HIV is notorious for the ability to escape many drugs designed to stop its action. However, these viruses do not readily develop resistance to tenofovir, a drug that inhibits a viral protein called reverse transcriptase (RT) that is crucial for replicating the viral genome. A study in the May issue of Nature Structural & Molecular Biology reports two related structures of RT with bound tenofovir. The results explain the unusually low resistance of HIV to tenofovir.

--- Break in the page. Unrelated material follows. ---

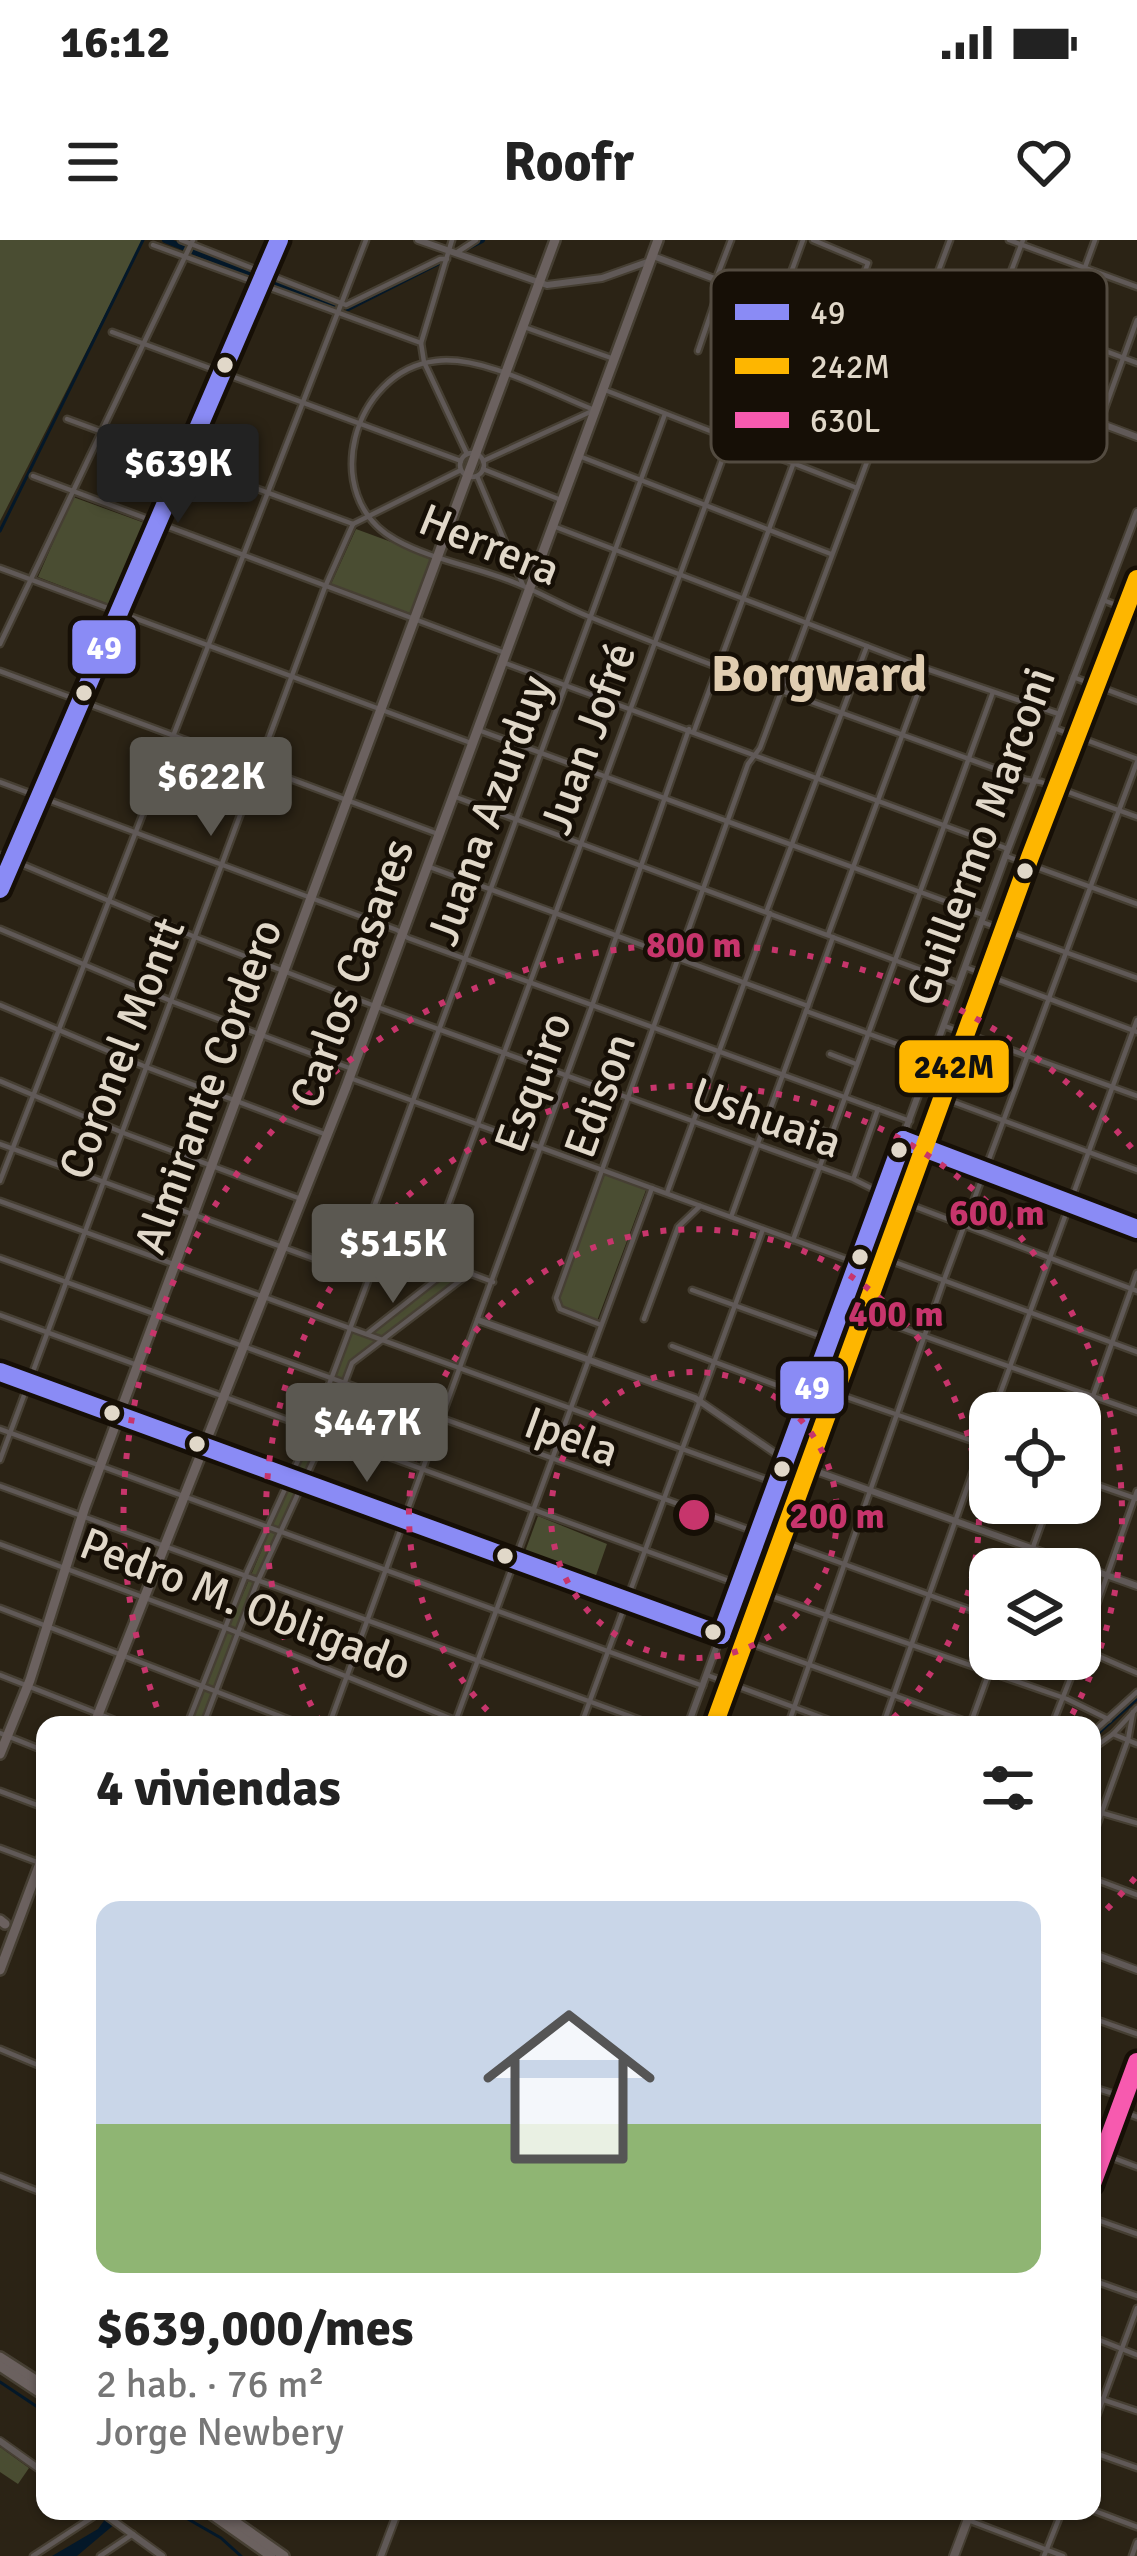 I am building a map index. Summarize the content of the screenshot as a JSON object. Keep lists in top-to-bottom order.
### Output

HIV RT synthesizes a single-stranded DNA based on the viral genome RNA template. Similar to other drugs in its class, tenofovir resembles one of the four building blocks of DNA and can be incorporated into the growing DNA chain by HIV RT. After incorporation, these inhibitors stop further chain growth, therefore preventing the production of new viral genome. However, HIV resistance to tenofovir develops much slower than that to other inhibitors in this class, such as AZT. To understand the basis for this low resistance, Eddy Arnold and colleagues have determined the structures of HIV RT bound to RNA-DNA template-primer and tenofovir. The structures show that mutations in RT that could reduce tenofovir incorporation would also substantially diminish the natural function of the enzyme. Furthermore, incorporated tenofovir can escape 'correction' activity of RT by moving out of the active site of the enzyme with the growing chain. The structures thus provide insights into the mechanisms of HIV drug resistance. Author contact: Eddy Arnold Rutgers University Piscataway, NJ USA Tel: +1 732 235 5323 E-mail: arnold@cabm.rutgers.edu Also available online. (C) Nature Structural & Molecular Biology press release.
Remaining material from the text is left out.